Key Takeaways
- Vendor scorecards replace capability claims with measurable evidence: vendors score only on what they can document, not what they assert
- Compliance readiness (25 points) and language coverage (25 points) are the highest-weight categories because they produce binary deployment failure when gaps exist
- Data quality metrics must be corpus-specific, not presented as general vendor capability benchmarks
- Disqualification criteria exist separately from scoring: any vendor who fails a disqualification criterion is removed from evaluation regardless of scorecard total
- The scorecard process surfaces accountability: vendors who cannot produce corpus-specific documentation in response to scorecard questions will not be able to produce it for regulators
Procurement teams evaluating speech data vendors typically compare vendors on a combination of price, audio hour volume, and language coverage claims. This approach produces selection decisions based on vendor assertions rather than vendor evidence. A structured scorecard replaces assertion-based evaluation with documentation-based scoring: vendors score only on what they can demonstrate, not on what they claim.
The framework below assigns 100 points across five categories, weighted to reflect the deployment consequences of gaps in each category for EU enterprise AI systems requiring EU AI Act Article 10 compliance.
Category 1: Data Quality (20 points)
Data quality is scored on verifiable metrics from the specific corpus being delivered, not on the vendor’s general quality processes.

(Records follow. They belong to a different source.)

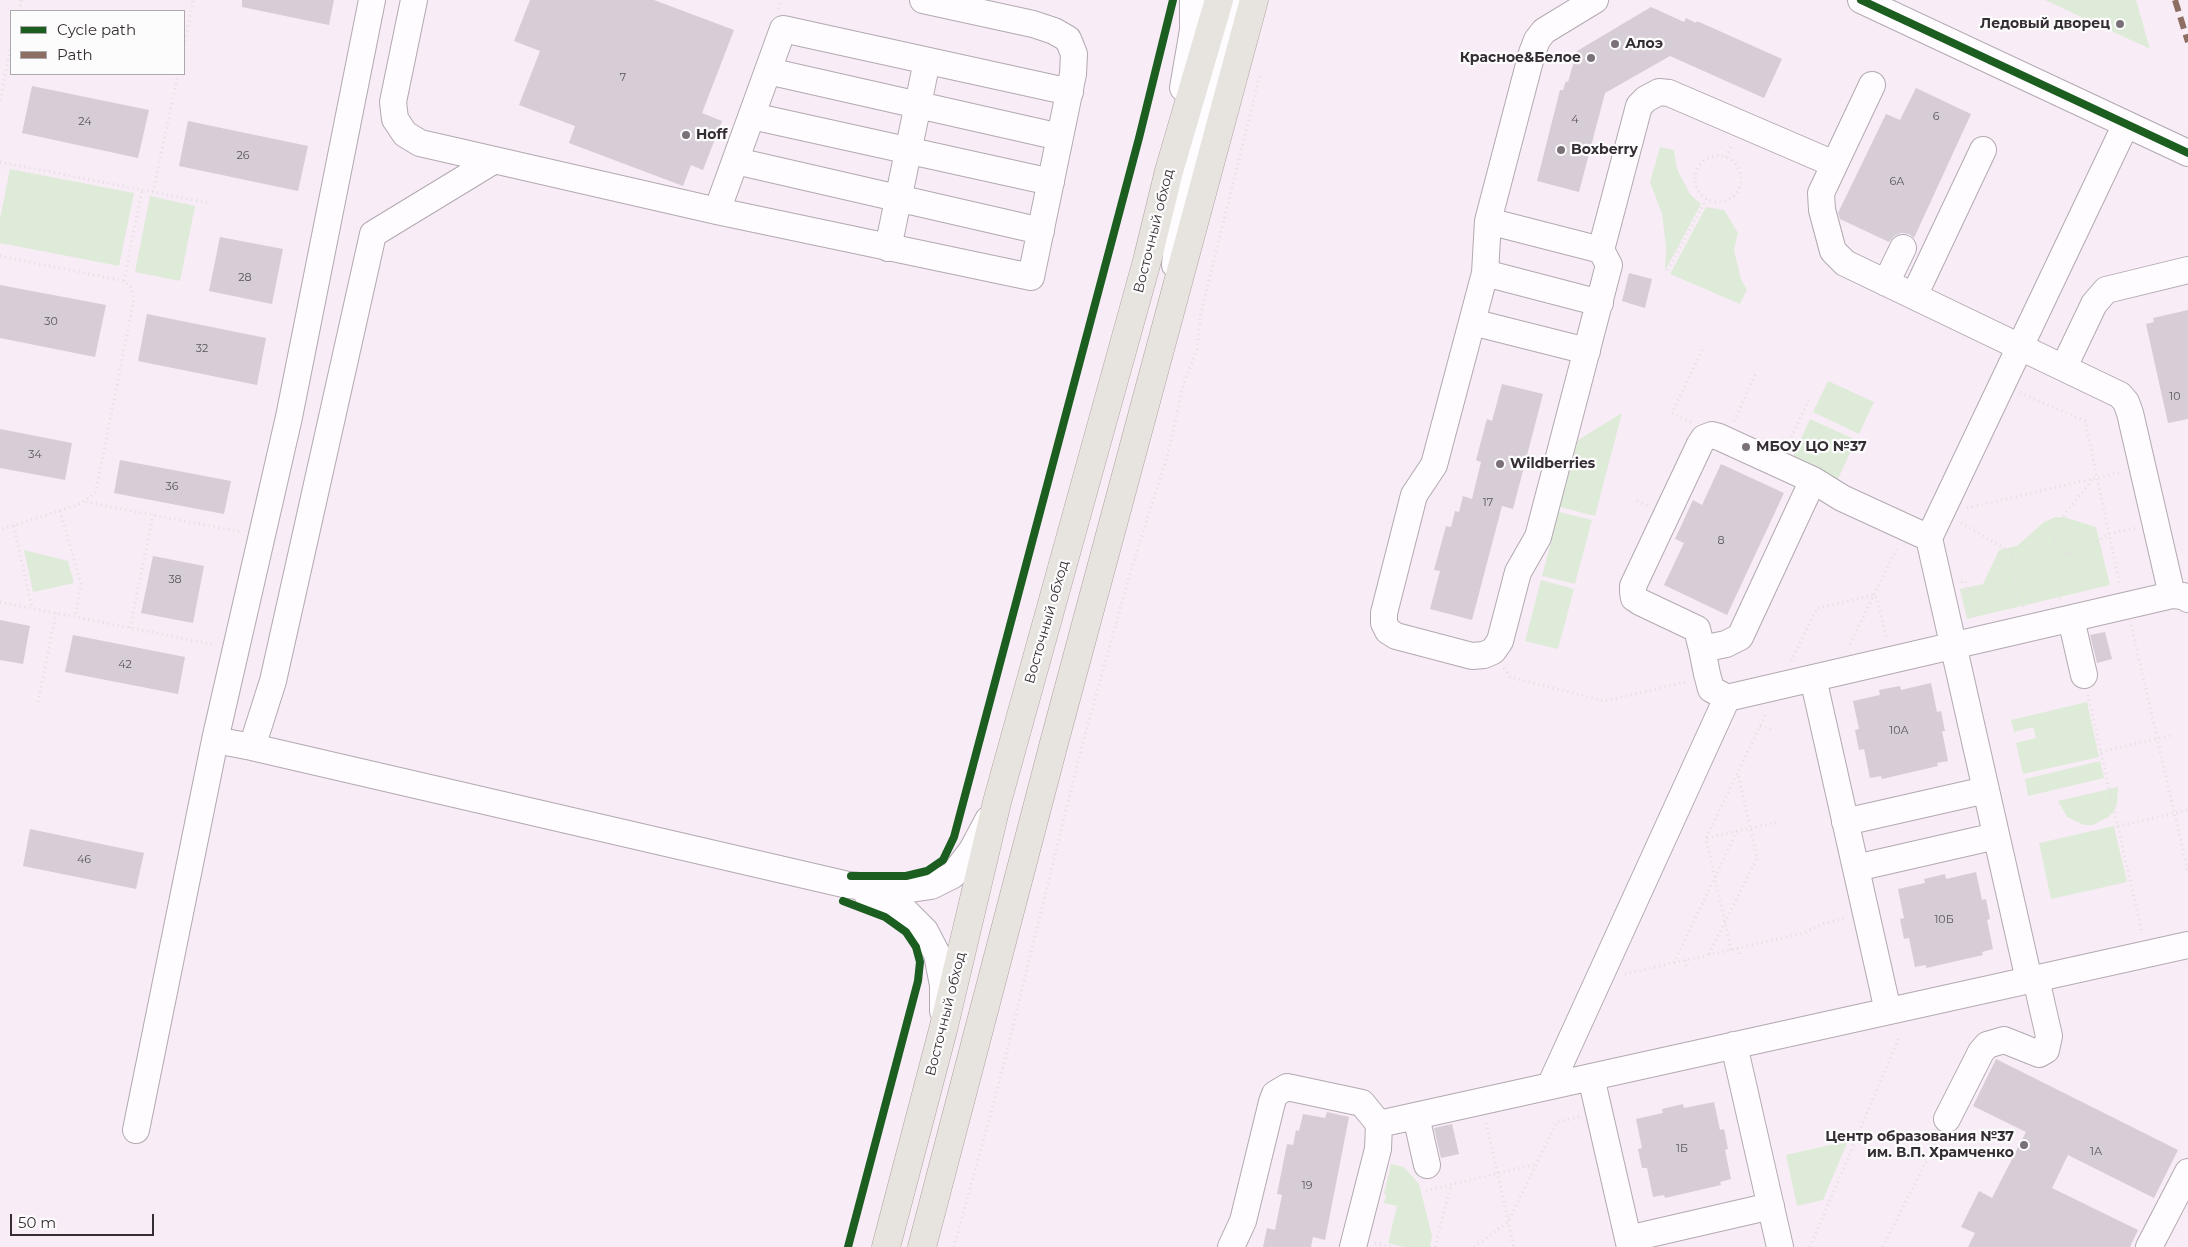 <!DOCTYPE html>
<html>
<head>
<meta charset="utf-8">
<style>
  body { margin:0 }
  #map { position:relative; width:2188px; height:1247px; overflow:hidden; background:#f8ecf6; font-family:Montserrat,sans-serif }
  canvas { display:block }
  .legend { position:absolute; left:10px; top:10px; width:175px; height:65px; box-sizing:border-box; background:#fcfcfc; border:1px solid #aca9ac; margin:0; padding:6px 9px; list-style:none; font-size:15px; color:#352d34 }
  .legend li { display:flex; align-items:center; gap:10px; height:25px }
  .legend b { width:25px; border:1px solid #aca9ac }
  .scale { position:absolute; left:10px; top:1214px; width:144px; height:22px; box-sizing:border-box; border:2px solid #352d34; border-top:0; padding-left:6px; font-size:15px; line-height:18px; white-space:nowrap; color:#352d34; -webkit-text-stroke:4px #fcfcfc; paint-order:stroke }
</style>
</head>
<body>
<div id="map">
<canvas width="2188" height="1247"></canvas>
<ul class="legend">
<li><b style="height:6px;background:#1b5e20"></b>Cycle path</li>
<li><b style="height:6px;background:#8d6e63"></b>Path</li>
</ul>
<div class="scale">50 m</div>
</div>
<script>
const ctx = document.querySelector('canvas').getContext('2d');
ctx.lineJoin = 'round';
function fillPath(path, color) { ctx.fillStyle = color; ctx.fill(path, 'evenodd'); }
const poly = rows => new Path2D(rows.map(r => 'M' + r).join(''));
function stroke(path, color, width, dash) { ctx.strokeStyle = color; ctx.lineWidth = width; ctx.lineCap = dash ? 'butt' : 'round'; ctx.setLineDash(dash || []); ctx.stroke(path); }
function drawText(font, color, halo, rows, align = 'center') {
  ctx.font = font + ' Montserrat,sans-serif'; ctx.lineWidth = 4.5; ctx.setLineDash([]); ctx.textBaseline = 'middle'; ctx.strokeStyle = halo; ctx.fillStyle = color; for (const [text, x, y, turn = 0] of rows) {
    ctx.save(); ctx.translate(x, y); ctx.rotate((+turn || 0) * Math.PI / 180); ctx.textAlign = isNaN(turn) ? turn : align; if (halo) ctx.strokeText(text, 0, 0); ctx.fillText(text, 0, 0); ctx.restore();
  }
}
fillPath(poly([
  [2045,0,2136,0,2150,49],
  [1660,147,1674,150,1677,169,1690,194,1701,204,1665,271,1666,246,1662,214,1650,182],
  [10,169,134,193,119,266,0,243,0,219],
  [150,196,195,206,180,281,135,272],
  [1706,207,1724,210,1738,233,1734,250,1741,279,1747,290,1740,304,1670,274],
  [1828,381,1874,402,1859,434,1813,412],
  [1622,413,1595,516,1560,507,1578,440],
  [1810,419,1856,440,1837,481,1791,460],
  [1559,512,1592,520,1575,584,1542,576],
  [2055,517,2064,517,2096,527,2110,585,1967,619,1960,589,1983,584,1999,550,2017,546,2044,522],
  [24,550,68,561,74,583,33,592],
  [1541,580,1574,589,1558,649,1525,641],
  [2087,702,2099,757,2023,774,2016,743,2036,738,2033,727,2014,732,2011,720],
  [2100,761,2104,778,2028,796,2025,779],
  [2118,787,2117,804,2114,811,2108,817,2093,825,2084,825,2067,817,2058,801],
  [2114,826,2127,882,2051,899,2039,843],
  [1848,1141,1823,1200,1797,1206,1786,1155],
  [1391,1164,1404,1167,1419,1184,1432,1236,1430,1247,1404,1247,1388,1243,1397,1206,1384,1203,1386,1195,1384,1194]
]), '#dfebd9');
fillPath(poly([
  [242,0,334,0,329,25,242,7],
  [530,0,654,0,734,30,702,113,722,121,703,170,691,165,683,186,569,143,575,126,519,105,540,51,514,41],
  [1651,7,1684,22,1686,18,1696,23,1697,21,1782,59,1764,98,1670,56,1605,93,1579,192,1537,181,1560,90,1563,90,1566,81,1568,82,1577,51],
  [32,86,149,110,138,158,22,133],
  [1916,88,1971,114,1914,238,1909,234,1901,233,1894,236,1889,242,1840,219,1838,213,1886,114,1900,120],
  [188,121,308,146,298,191,179,166],
  [220,237,283,249,272,304,209,291],
  [1629,273,1652,279,1645,308,1622,301],
  [0,285,106,305,95,357,0,338],
  [2188,310,2188,419,2168,423,2146,324,2154,322,2153,318],
  [147,314,266,338,257,385,138,361],
  [1502,384,1543,394,1513,509,1502,506,1472,620,1430,609,1440,571,1434,570,1446,526,1451,527,1455,511,1459,512,1463,496,1472,499,1481,462,1476,460,1487,419,1492,421],
  [0,429,72,443,65,480,0,468],
  [120,460,231,481,224,514,114,493],
  [1721,464,1784,493,1727,615,1664,585,1684,543,1675,539,1693,500,1702,505],
  [153,556,204,566,193,623,141,613],
  [0,620,30,626,23,664,0,660],
  [2105,632,2112,659,2097,663,2090,635],
  [73,635,185,657,178,694,65,672],
  [1931,683,1937,712,1941,711,1945,731,1942,731,1948,761,1937,763,1938,766,1882,779,1881,776,1870,778,1864,749,1859,750,1855,730,1859,729,1853,701,1880,695,1879,690,1900,686,1901,690],
  [30,829,144,853,136,889,23,866],
  [1976,872,1982,900,1986,899,1990,919,1987,920,1993,949,1982,952,1983,955,1926,968,1926,965,1915,967,1909,938,1904,939,1900,919,1904,918,1898,889,1925,883,1924,879,1945,874,1946,879],
  [1996,1059,2178,1150,2154,1198,2068,1155,2052,1188,2138,1230,2130,1247,1968,1247,1975,1233,1961,1227,1979,1191,1992,1198,2026,1132,1973,1106],
  [1714,1102,1720,1130,1724,1129,1728,1149,1725,1150,1731,1179,1720,1182,1721,1185,1665,1198,1664,1195,1653,1197,1647,1168,1642,1168,1638,1149,1642,1148,1636,1119,1663,1113,1662,1109,1683,1104,1684,1108],
  [1327,1112,1349,1117,1325,1240,1313,1237,1311,1247,1263,1247,1267,1228,1275,1230,1282,1195,1277,1194,1287,1144,1293,1145,1296,1130,1299,1131,1303,1114,1325,1118],
  [1452,1124,1459,1154,1441,1158,1434,1128]
]), '#d6cdd6');
const minor = poly([
  [414,0,393,102,395,119,405,134,420,143,717,211,1031,277,1073,74,1074,54,1068,39,1054,31,1033,24,923,0],
  [1861,0,2188,153],
  [768,71,1060,137],
  [1872,85,1821,193,1822,210,1833,251,1845,263,2120,395,2126,402,2130,413,2172,595],
  [1183,88,1193,30,1193,0],
  [752,116,1051,182],
  [736,161,1041,231],
  [717,211,783,29,1070,92],
  [1488,221,1601,250,1609,265,1538,537,1518,572,1500,641,1493,651,1484,655,1472,656,1396,636,1388,631,1384,623,1384,613,1414,495,1434,465,1485,273,1488,221,1532,53,1537,40,1544,31,1595,0],
  [888,248,927,61],
  [1601,250,1639,106,1646,99,1659,92,1669,93,1834,164],
  [1175,265,1180,208,1215,80,1233,0],
  [1485,273,1600,303],
  [1886,283,1903,248],
  [1914,296,1983,150],
  [1472,322,1587,351],
  [2064,367,2094,304,2106,290,2188,270],
  [1813,480,1842,498,1929,538],
  [2071,619,2084,675],
  [1702,649,1726,644,1740,637,1813,480,1719,437,1712,435,1704,438,1700,444,1633,586,1633,592,1634,598,1640,602,1697,629,1702,649,1707,674,1711,689,1727,698],
  [1813,678,1888,1011],
  [215,740,289,417,372,0],
  [252,747,273,681,373,234,493,161],
  [1845,822,1986,790],
  [1856,868,1996,836],
  [867,894,905,911,925,931,937,954,943,985,943,1011],
  [2029,980,1929,538,2126,124],
  [1734,1045,1780,1247],
  [1591,1077,1630,1247],
  [1550,1086,1727,698,2172,595,2183,596,2188,599],
  [1416,1116,1427,1165],
  [1947,1119,1981,1052,1987,1045,2004,1040,2039,1054,2046,1050,2049,1036,2036,979],
  [136,1130,215,740,252,747,848,885,904,890,931,886,953,875,972,850,988,820],
  [1628,1239,1771,1206],
  [1231,1247,1243,1221,1272,1102,1275,1094,1287,1087,1362,1103,1379,1124,2188,945],
  [1353,1247,1378,1149,1379,1124],
  [2149,1247,2188,1172]
]);
const major = poly([
  [886,1247,943,1030,997,802,1147,261,1169,171,1219,0],
  [922,1247,1054,743,1254,0]
]);
stroke(minor, '#b2a9b1', 28);
stroke(major, '#ada39e', 29);
stroke(poly([
  [778,9,781,0],
  [19,11,21,0],
  [184,46,193,0],
  [0,100,11,46],
  '1695 179a23 23 0 1 1 46 0a23 23 0 1 1-46 0Z',
  [1726,157,1732,144],
  [0,162,209,203],
  [153,192,178,74],
  [0,256,124,281,132,288,134,299,96,491,89,498,77,505,0,530],
  [1668,270,1707,198],
  [124,281,142,190],
  [2020,393,2085,421,2120,586],
  [1734,421,1756,373],
  [1691,422,1672,413,1703,348],
  [1787,446,1810,397],
  [2092,480,2058,523,2055,532,2055,542,2061,552,2068,554,2080,552,2109,534,2136,528],
  [1637,501,1648,506],
  [86,502,241,532],
  [1967,508,2122,472],
  [60,511,81,584,75,617],
  [1961,523,2004,548,2005,552],
  [14,526,32,608],
  [1961,582,1965,581,1974,620],
  [1967,591,1986,587,1993,575,2000,553,2012,551,2017,592,2024,608],
  [2060,599,2058,583,2068,554],
  [0,602,216,645],
  [2131,625,2188,872],
  [130,628,153,515],
  [1850,644,1897,548],
  [1791,661,1817,608,1874,595,1877,598,1886,636],
  [1504,668,1510,677,1604,701,1686,682],
  [2088,695,2142,933],
  [38,702,56,613],
  [1760,726,1774,730],
  [2101,752,2172,735],
  [2118,826,2188,810],
  [1707,838,1778,822],
  [1738,948,1740,957],
  [1731,950,1706,838,1767,712],
  [1709,954,1757,858,1738,774],
  [1685,960,1687,969],
  [1674,963,1737,831],
  [1625,974,1804,933,1822,924,1846,918],
  [1486,1123,1514,1247],
  [1426,1191,1536,1164],
  [1375,1243,1393,1247],
  [954,1247,997,1091,1081,749,1129,577,1168,453,1183,386,1197,349,1201,313,1260,74],
  [1435,1247,1451,1185],
  [1474,1247,1508,1222,1557,1122,1579,1117],
  [1810,1247,1899,1038],
  [1883,1247,1938,1138]
]), '#e3dfe2', 3, [1, 4]);
stroke(minor, '#fefcfe', 26);
stroke(major, '#e7e3df', 28);
stroke(poly([
  [2175,0,2188,42]
]), '#8d6e63', 6, [12, 6]);
stroke(poly([
  [1861,0,2188,153],
  [851,876,906,876,927,871,943,860,954,837,1139,138,1173,0],
  [843,901,885,917,906,932,916,947,920,962,918,981,848,1247]
]), '#1b5e20', 8);
for (const [x, y, r, color] of [
  [2120,24,5,"#797078"],
  [1615,44,5,"#797078"],
  [1591,58,5,"#797078"],
  [686,135,5,"#797078"],
  [1561,150,5,"#797078"],
  [1746,447,5,"#797078"],
  [1500,464,5,"#797078"],
  [2024,1145,5,"#797078"]
]) { const dot = new Path2D(); dot.arc(x, y, r, 0, 2 * Math.PI); ctx.fillStyle = color; ctx.fill(dot); stroke(dot, '#fcfcfc', 2); }
drawText('11px', '#5d555c', null, [
  ["7",623,78],
  ["6",1936,117],
  ["4",1575,120],
  ["24",85,122],
  ["26",243,156],
  ["6А",1897,182],
  ["28",245,278],
  ["30",51,322],
  ["32",202,349],
  ["10",2175,397],
  ["34",35,455],
  ["36",172,487],
  ["17",1488,503],
  ["8",1721,541],
  ["38",175,580],
  ["42",125,665],
  ["10А",1899,731],
  ["46",84,860],
  ["10Б",1944,920],
  ["1Б",1682,1149],
  ["1А",2096,1152],
  ["19",1307,1186]
]);
drawText('bold 14px', '#352d34', '#fcfcfc', [
  ["Ледовый дворец",2110,24,"right"],
  ["Алоэ",1625,44],
  ["Красное&Белое",1581,58,"right"],
  ["Hoff",696,135],
  ["Boxberry",1571,150],
  ["МБОУ ЦО №37",1756,447],
  ["Wildberries",1510,464],
  ["Центр образования №37",2014,1137,"right"],
  ["им. В.П. Храмченко",2014,1153,"right"]
], 'left');
drawText('14px', '#352d34', '#fcfcfc', [
  ["Восточный обход",1154,231,-76],
  ["Восточный обход",1047,622,-74],
  ["Восточный обход",946,1014,-76]
]);
</script>
</body>
</html>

Inter-annotator agreement score (8 points). Request IAA scores for transcription on the specific corpus being evaluated. IAA measures annotation consistency: how much independent annotators agree on the correct transcription of each utterance. A vendor who cannot provide this score for the delivered corpus has not measured annotation quality at the level that production training data requires. Scoring: 8 points for IAA of 0.90 or above; 6 points for IAA of 0.85 to 0.89; 3 points for IAA of 0.80 to 0.84; 0 points for IAA below 0.80 or not available.
QA process and rejection rate (6 points). Request the vendor’s acceptance criteria for audio inclusion and their rejection rate for the corpus component being delivered. A rejection rate of 5 to 15% indicates the vendor is applying meaningful quality gates. A rejection rate below 2% suggests quality gates are minimal or not applied consistently. Scoring: 6 points for documented numerical criteria with 5 to 15% rejection rate; 4 points for documented criteria with rejection rate outside the target range; 2 points for documented criteria without rejection rate data; 0 points for no documented quality acceptance criteria.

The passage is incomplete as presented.